CONWAY, SC (WMBF) – New school lunch guidelines may be geared toward making sure kids are eating the right foods and districts say balancing the lunches they serve, is no easy task.

Since the start of the year, it's been a juggling act according to the district's food director Laura Farmer. Farmer says the biggest challenge is serving the right amount of grains to students. The USDA's new regulations are very specific. Food services adjusted school menu before the start of the school year to fit within the new serving sizes, nutritional values, and calorie requirements.

Farmer says so far they've gotten a handle on most of the food groups, except for grains. They're having a hard time serving the right proportions while staying within the guidelines. Changing the menus to meet the new regulations does come at a cost.

Farmer says the USDA offers incentives to school districts if they meet certain criteria. This puts on added pressure to find the right balance.

"It's difficult to get that balance in there. So we're going back and we're adding a lot of new breads this year. We've added pumpkin bread and apple sauce bread. So we're trying to come up with some different recipes," Farmer says.
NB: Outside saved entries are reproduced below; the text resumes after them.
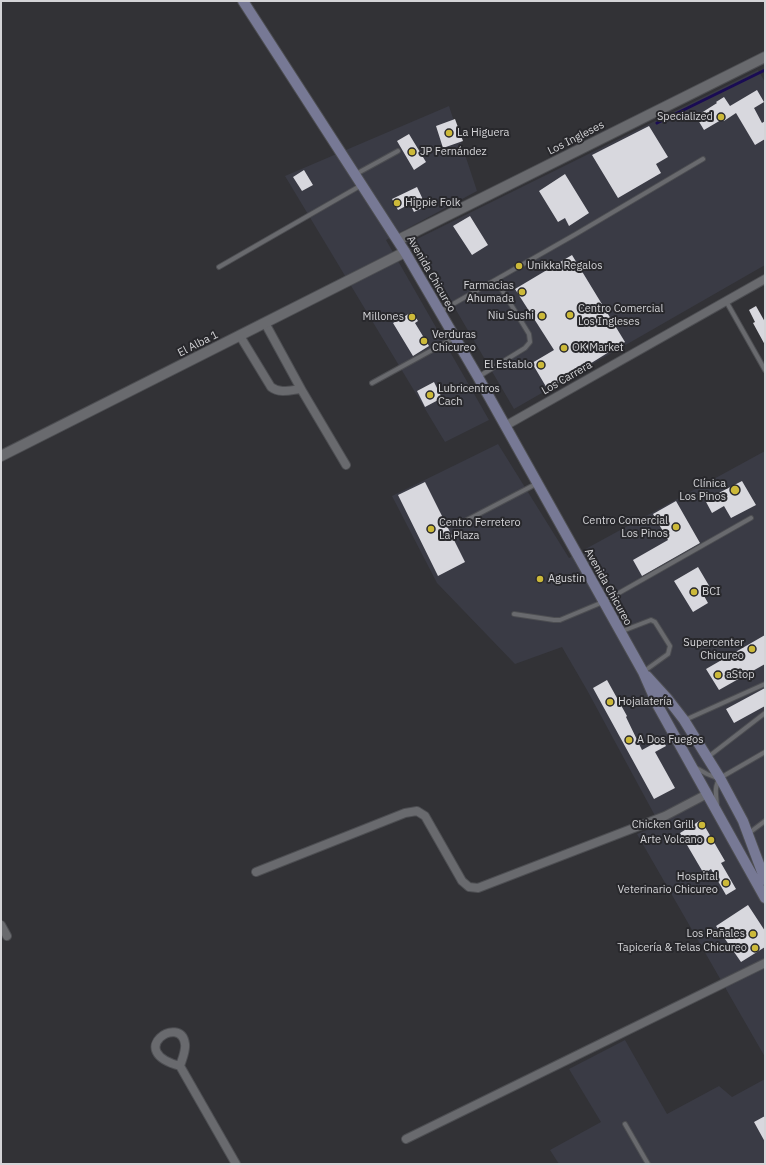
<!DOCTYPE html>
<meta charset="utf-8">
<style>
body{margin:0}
#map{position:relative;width:766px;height:1165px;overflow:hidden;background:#323236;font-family:"IBM Plex Sans",sans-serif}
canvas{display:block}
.frame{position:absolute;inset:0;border:2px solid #d4d4d7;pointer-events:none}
</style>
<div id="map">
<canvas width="766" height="1165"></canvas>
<div class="frame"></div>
</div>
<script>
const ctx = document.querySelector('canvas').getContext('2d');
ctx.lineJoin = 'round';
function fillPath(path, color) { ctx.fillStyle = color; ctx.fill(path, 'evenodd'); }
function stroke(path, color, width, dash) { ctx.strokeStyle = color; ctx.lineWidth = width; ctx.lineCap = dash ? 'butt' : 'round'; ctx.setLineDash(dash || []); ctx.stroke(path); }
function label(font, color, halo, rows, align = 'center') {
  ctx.font = font + ' "IBM Plex Sans",sans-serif'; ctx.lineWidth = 4; ctx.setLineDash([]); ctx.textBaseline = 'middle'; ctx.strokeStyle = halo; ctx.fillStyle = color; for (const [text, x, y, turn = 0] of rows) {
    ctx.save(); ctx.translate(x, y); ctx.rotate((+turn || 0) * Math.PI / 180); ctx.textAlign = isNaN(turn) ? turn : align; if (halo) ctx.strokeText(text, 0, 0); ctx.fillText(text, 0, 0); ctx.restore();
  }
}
const built = new Path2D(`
 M758,70L765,82V265L514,409L415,240Z
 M449,106L477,191L386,240L489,420L445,442L285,176Z
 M498,444L569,558L765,451V1057L637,834L660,825L587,690L562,647L515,664L437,583L392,496Z
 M625,1040L667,1114L719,1086L732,1097L765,1079V1164H559L550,1150L601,1122L569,1069Z`);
const stream = new Path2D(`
 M657,123L765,70`);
const building = new Path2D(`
 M757,90L764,102L754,108L762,123L765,121V139L755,145L736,113L724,121L721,120L704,130L698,120L700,119L698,115L717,103L716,102L724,97L730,106Z
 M455,119L463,141L443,148L436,126Z
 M649,126L668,157L656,164L661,173L618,198L592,155Z
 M409,134L426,162L414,170L397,141Z
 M304,170L313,185L302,191L293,177Z
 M565,174L589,213L569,226L565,218L558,222L539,191Z
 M417,187L426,206L414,212L410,204L398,210L392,199Z
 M470,216L488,245L472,255L453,226Z
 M572,255L625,342L548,390L532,363L554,350L515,289Z
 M756,306L765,322V345L753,323L755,322L749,310Z
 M412,312L418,321L415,323L429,346L413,356L393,323Z
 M434,382L442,398L425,407L417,391Z
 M742,481L756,505L731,518L724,506L712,513L705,500Z
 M425,482L465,562L438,576L398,495Z
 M676,501L700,543L642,576L633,560L668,540L653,514Z
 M698,567L711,589L703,594L708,603L693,612L674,581Z
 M765,635V664L719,690L706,669Z
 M607,680L627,716L626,717L642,750L662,739L666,746L655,752L675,788L654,799L593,688Z
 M765,688V706L734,723L726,709Z
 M701,820L725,861L721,863L736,889L726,895L711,869L704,874L680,833Z
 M748,905L765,931V947L741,962L716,926Z
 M765,1116V1142L754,1122Z`);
const service = new Path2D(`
 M356,174L398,151
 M219,267L360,186
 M726,301L765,370
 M439,312L576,234L703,159
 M478,377L525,348L530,342L529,334L496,280
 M372,383L454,338
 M467,520L536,484
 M514,614L554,620H560L603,602L751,518
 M620,632L651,620L655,622L670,646L668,654L643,672
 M685,720L765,684
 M708,757L765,713
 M696,768L707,774L717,778
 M717,805C716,795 714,786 720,778L765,752
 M749,833L765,821
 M625,1124L648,1164`);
const minor = new Path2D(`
 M265,323L301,389L346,465
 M240,336L271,387C280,394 291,390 301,389
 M505,426L765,279
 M256,872L405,813L417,811L425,816L462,881L469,887L478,888L665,816L707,794
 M1,925L7,936
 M180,1066C182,1059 186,1051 185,1044C181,1013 124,1051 180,1066L236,1164
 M406,1139L765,963`);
const tertiary = new Path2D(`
 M398,240L765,57
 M1,456L405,252`);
const secondary = new Path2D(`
 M243,1L405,252L478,377L643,672L658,706L765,898
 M647,676L667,698L684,720L720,778L743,821L765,880`);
const markers = [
 [721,117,4,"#ccb939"],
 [449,133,4,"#ccb939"],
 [412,152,4,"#ccb939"],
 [397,203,4,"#ccb939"],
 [519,266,4,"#ccb939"],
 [522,292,4,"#ccb939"],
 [570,315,4,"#ccb939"],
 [542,316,4,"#ccb939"],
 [412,317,4,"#ccb939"],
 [424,341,4,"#ccb939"],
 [564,348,4,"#ccb939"],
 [541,365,4,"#ccb939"],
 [430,395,4,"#ccb939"],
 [735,490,5,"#ccb939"],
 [676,527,4,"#ccb939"],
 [431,529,4,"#ccb939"],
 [540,579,4,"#ccb939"],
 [694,592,4,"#ccb939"],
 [752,649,4,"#ccb939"],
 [718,675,4,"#ccb939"],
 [610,702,4,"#ccb939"],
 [629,740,4,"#ccb939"],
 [702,825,4,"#ccb939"],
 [711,840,4,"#ccb939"],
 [726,883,4,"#ccb939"],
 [753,934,4,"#ccb939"],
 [755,948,4,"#ccb939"]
];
const poiNames = [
 ["Specialized",713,117,"right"],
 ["La Higuera",457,133],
 ["JP Fernández",420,152],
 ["Hippie Folk",405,203],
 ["Unikka Regalos",527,266],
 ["Farmacias",514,286,"right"],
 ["Ahumada",514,299,"right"],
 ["Centro Comercial",578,309],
 ["Los Ingleses",578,322],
 ["Niu Sushi",534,316,"right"],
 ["Millones",404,317,"right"],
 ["Verduras",432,335],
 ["Chicureo",432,348],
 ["OK Market",572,348],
 ["El Establo",533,365,"right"],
 ["Lubricentros",438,389],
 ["Cach",438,402],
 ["Clínica",726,484,"right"],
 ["Los Pinos",726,497,"right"],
 ["Centro Comercial",668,521,"right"],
 ["Los Pinos",668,534,"right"],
 ["Centro Ferretero",439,523],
 ["La Plaza",439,536],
 ["Agustin",548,579],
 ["BCI",702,592],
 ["Supercenter",744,643,"right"],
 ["Chicureo",744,656,"right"],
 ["aStop",726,675],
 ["Hojalatería",618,702],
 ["A Dos Fuegos",637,740],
 ["Chicken Grill",694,825,"right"],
 ["Arte Volcano",703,840,"right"],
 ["Hospital",718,877,"right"],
 ["Veterinario Chicureo",718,890,"right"],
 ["Los Pañales",745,934,"right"],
 ["Tapicería & Telas Chicureo",747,948,"right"]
];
const streetNames = [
 ["Los Ingleses",576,138,-27],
 ["Avenida Chicureo",431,274,60],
 ["El Alba 1",198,344,-27],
 ["Los Carrera",567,378,-30],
 ["Avenida Chicureo",608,587,61]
];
fillPath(built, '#3a3b45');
stroke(stream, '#1a0c54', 3);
fillPath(building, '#d8d8de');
stroke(service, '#4d4e52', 6);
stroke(minor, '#4d4e52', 10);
stroke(tertiary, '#4d4e52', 12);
stroke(secondary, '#4d4e52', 12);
stroke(service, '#696a6e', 4);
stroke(minor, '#696a6e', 8);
stroke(tertiary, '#696a6e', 10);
stroke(secondary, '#777995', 10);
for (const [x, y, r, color] of markers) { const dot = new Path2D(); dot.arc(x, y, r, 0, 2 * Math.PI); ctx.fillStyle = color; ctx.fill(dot); stroke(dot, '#28282c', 1.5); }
label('11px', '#d4d4d7', '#28282c', poiNames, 'left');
label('11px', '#d4d4d7', '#28282c', streetNames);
</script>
Other challenges require more adjustments to the menu to fix the problems. The challenge for kids in elementary schools is that they may be getting too much food. The new guidelines have k-5 students leaving the cafeteria line with more food on their plates and principles at local schools say they're seeing a lot more food in the trash.
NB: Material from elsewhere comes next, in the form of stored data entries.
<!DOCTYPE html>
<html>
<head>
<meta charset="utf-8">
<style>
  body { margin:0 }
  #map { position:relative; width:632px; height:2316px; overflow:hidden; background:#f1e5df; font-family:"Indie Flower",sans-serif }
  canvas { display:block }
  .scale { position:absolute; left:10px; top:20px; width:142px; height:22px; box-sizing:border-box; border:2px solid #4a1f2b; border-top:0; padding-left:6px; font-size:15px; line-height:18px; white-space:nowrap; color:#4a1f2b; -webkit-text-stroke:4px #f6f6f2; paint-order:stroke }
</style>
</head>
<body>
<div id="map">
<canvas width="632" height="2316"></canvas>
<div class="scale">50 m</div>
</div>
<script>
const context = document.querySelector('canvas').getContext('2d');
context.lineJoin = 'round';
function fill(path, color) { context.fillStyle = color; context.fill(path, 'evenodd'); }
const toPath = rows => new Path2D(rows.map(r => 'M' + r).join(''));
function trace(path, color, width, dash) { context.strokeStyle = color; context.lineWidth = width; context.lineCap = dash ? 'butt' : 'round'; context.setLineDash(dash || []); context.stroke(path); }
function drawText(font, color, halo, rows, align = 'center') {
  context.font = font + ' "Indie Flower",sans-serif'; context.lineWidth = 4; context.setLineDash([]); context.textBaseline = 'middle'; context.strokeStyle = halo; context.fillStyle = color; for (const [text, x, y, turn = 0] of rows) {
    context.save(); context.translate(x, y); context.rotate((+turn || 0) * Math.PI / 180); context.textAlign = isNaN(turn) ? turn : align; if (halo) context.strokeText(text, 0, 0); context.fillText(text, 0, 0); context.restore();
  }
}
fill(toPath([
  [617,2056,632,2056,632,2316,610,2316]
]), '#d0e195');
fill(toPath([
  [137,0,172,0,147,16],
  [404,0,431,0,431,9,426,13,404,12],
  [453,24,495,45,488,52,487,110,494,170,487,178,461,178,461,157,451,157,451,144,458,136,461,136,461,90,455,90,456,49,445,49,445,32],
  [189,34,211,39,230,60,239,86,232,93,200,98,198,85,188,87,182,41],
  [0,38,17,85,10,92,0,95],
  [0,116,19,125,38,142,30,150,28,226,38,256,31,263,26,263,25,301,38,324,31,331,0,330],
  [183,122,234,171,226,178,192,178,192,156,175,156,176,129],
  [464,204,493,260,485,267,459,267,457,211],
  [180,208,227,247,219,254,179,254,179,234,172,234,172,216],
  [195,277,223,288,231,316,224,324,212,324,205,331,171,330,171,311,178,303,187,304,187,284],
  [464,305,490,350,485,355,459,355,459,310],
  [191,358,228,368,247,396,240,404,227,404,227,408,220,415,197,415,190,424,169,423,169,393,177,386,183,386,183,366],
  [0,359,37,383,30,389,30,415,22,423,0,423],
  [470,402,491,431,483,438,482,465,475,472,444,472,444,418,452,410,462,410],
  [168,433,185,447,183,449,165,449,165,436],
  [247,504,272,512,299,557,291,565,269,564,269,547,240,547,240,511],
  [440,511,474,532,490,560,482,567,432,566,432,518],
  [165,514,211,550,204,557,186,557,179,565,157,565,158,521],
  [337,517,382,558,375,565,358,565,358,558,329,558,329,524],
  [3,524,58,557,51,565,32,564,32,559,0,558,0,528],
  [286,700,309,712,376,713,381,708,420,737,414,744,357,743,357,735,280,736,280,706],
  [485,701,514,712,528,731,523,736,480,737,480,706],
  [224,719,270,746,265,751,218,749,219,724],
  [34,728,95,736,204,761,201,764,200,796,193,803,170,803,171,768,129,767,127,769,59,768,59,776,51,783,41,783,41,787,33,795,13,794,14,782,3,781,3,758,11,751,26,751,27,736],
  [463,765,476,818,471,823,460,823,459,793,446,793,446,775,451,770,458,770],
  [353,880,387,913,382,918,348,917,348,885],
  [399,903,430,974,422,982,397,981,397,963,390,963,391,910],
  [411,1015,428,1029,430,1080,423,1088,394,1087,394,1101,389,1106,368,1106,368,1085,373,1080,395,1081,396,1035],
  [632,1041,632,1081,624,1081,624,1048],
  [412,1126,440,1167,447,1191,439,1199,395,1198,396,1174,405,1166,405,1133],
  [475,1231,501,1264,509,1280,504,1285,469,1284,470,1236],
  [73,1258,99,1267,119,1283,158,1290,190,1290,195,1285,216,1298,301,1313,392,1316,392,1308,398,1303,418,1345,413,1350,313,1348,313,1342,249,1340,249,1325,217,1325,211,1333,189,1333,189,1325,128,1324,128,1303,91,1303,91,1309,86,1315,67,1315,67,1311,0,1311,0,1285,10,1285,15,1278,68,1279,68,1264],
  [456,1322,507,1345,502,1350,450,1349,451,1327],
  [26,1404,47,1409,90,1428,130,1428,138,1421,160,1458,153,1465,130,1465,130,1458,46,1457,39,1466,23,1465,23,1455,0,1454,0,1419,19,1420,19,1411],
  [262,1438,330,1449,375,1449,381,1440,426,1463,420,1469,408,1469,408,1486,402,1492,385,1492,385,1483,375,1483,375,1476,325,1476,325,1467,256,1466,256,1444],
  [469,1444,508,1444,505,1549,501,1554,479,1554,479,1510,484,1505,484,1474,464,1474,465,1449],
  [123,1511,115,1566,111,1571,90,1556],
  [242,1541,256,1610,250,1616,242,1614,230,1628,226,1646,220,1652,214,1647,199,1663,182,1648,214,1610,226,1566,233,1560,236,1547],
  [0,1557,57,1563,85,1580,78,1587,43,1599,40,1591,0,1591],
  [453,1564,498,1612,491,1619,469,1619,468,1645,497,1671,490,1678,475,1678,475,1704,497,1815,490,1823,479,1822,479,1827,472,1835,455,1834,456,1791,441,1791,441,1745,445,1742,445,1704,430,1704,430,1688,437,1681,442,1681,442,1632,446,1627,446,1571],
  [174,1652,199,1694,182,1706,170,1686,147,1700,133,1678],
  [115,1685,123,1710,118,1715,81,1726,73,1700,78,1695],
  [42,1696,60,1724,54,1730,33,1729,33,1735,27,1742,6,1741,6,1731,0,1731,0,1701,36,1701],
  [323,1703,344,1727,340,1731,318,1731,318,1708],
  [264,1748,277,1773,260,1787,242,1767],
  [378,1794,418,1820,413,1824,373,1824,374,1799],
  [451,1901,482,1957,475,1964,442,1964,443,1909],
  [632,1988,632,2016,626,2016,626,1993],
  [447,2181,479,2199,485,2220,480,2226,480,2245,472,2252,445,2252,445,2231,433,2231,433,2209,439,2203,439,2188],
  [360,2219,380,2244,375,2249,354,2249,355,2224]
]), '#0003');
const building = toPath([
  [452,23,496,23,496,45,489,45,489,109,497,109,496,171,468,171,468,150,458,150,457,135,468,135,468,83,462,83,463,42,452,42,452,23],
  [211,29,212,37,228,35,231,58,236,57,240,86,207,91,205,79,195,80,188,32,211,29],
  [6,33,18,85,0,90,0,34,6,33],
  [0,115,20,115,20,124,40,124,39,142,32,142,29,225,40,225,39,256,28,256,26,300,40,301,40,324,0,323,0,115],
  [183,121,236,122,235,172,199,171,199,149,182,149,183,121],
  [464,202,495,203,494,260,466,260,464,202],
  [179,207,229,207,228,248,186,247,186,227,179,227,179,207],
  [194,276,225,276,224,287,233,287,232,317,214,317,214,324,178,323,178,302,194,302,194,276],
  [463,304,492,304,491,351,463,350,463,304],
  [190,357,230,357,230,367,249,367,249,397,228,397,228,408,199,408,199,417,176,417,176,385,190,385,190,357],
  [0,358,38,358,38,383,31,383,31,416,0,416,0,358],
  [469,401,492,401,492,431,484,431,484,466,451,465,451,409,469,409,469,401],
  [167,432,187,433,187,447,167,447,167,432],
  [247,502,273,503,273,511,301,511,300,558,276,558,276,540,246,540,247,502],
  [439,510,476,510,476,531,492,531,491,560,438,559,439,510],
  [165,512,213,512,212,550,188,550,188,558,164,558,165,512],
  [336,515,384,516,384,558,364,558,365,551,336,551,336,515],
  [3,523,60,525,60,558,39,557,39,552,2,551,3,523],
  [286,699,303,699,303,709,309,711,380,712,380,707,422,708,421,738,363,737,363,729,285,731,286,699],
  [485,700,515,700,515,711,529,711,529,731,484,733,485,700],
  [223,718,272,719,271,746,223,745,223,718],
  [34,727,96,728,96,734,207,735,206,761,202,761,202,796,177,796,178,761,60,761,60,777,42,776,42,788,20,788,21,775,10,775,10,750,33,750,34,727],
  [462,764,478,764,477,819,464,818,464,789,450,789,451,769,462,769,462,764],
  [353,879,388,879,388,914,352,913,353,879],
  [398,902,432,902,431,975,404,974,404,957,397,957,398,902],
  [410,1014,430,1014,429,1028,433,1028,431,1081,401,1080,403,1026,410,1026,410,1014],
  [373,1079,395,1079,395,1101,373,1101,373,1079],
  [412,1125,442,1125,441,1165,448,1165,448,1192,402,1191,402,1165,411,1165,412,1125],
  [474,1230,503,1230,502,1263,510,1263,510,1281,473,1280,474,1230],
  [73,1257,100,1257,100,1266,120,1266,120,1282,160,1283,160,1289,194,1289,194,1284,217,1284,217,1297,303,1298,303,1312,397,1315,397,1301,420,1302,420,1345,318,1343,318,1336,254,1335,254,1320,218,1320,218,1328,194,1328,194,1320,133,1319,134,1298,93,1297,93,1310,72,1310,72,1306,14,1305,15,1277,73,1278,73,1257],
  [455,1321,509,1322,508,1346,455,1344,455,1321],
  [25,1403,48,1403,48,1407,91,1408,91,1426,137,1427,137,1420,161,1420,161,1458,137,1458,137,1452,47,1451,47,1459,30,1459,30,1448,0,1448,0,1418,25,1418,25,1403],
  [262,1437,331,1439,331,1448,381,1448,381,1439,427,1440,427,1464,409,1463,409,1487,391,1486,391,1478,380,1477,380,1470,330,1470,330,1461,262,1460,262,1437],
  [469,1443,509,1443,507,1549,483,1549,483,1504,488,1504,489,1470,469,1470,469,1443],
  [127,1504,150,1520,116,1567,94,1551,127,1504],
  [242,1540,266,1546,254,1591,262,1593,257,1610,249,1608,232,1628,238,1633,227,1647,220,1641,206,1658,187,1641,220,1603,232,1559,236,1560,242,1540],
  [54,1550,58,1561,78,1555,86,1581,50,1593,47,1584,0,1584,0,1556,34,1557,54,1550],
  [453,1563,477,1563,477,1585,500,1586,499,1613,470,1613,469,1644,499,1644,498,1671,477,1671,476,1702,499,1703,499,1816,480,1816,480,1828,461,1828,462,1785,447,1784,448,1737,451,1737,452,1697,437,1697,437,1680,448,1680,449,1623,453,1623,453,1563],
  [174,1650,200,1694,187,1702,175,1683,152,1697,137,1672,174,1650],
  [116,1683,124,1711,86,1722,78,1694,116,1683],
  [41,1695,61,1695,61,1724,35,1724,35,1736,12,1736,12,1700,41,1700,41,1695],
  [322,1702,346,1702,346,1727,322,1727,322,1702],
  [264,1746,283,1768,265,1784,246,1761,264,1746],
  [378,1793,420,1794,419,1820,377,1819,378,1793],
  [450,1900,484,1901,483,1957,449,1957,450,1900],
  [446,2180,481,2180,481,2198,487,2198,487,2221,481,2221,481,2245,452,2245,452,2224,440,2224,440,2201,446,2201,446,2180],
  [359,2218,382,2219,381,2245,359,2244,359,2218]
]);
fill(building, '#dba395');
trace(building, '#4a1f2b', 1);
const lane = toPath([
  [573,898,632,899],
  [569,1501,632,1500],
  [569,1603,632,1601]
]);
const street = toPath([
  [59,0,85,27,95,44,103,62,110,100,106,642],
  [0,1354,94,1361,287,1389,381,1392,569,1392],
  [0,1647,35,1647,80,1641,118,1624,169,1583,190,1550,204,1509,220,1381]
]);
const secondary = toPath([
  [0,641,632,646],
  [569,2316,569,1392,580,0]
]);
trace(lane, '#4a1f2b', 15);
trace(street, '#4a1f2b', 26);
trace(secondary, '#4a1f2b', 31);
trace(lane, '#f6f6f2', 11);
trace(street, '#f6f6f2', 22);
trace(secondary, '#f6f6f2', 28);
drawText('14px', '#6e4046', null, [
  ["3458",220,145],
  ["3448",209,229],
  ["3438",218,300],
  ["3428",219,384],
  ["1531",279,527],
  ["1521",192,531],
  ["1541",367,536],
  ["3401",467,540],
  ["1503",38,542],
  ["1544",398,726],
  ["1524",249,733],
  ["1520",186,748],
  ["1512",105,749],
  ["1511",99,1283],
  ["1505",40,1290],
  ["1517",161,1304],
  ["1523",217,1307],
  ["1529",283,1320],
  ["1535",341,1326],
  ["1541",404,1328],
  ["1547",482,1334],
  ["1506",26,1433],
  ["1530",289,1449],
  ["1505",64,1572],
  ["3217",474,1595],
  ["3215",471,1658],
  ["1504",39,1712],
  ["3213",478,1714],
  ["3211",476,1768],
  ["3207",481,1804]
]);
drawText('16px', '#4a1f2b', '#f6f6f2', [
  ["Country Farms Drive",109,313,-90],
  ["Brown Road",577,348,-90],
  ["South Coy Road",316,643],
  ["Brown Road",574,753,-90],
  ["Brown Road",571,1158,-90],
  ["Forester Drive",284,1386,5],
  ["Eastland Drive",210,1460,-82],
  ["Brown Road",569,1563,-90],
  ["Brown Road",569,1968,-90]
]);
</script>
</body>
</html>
Farmer says it's too much for the younger ones to eat. Farmer says her department is going back to the drawing board to find a way to stay within the new limits and avoid food going to waste.

At local high schools the challenge is getting students to choose unpopular vegetables. Students are still adjusting to new items they're seeing in the cafeteria. Farmer says these students are older and they tend to have well established eating habits, so getting them to use less common food like pinto beans and turnips can be difficult.

"The vegetables, we have to serve them more often. They're not going to be very popular with high school students," said Farmer. She says they will continue to make adjustments to the menu until they can work out all of the kinks.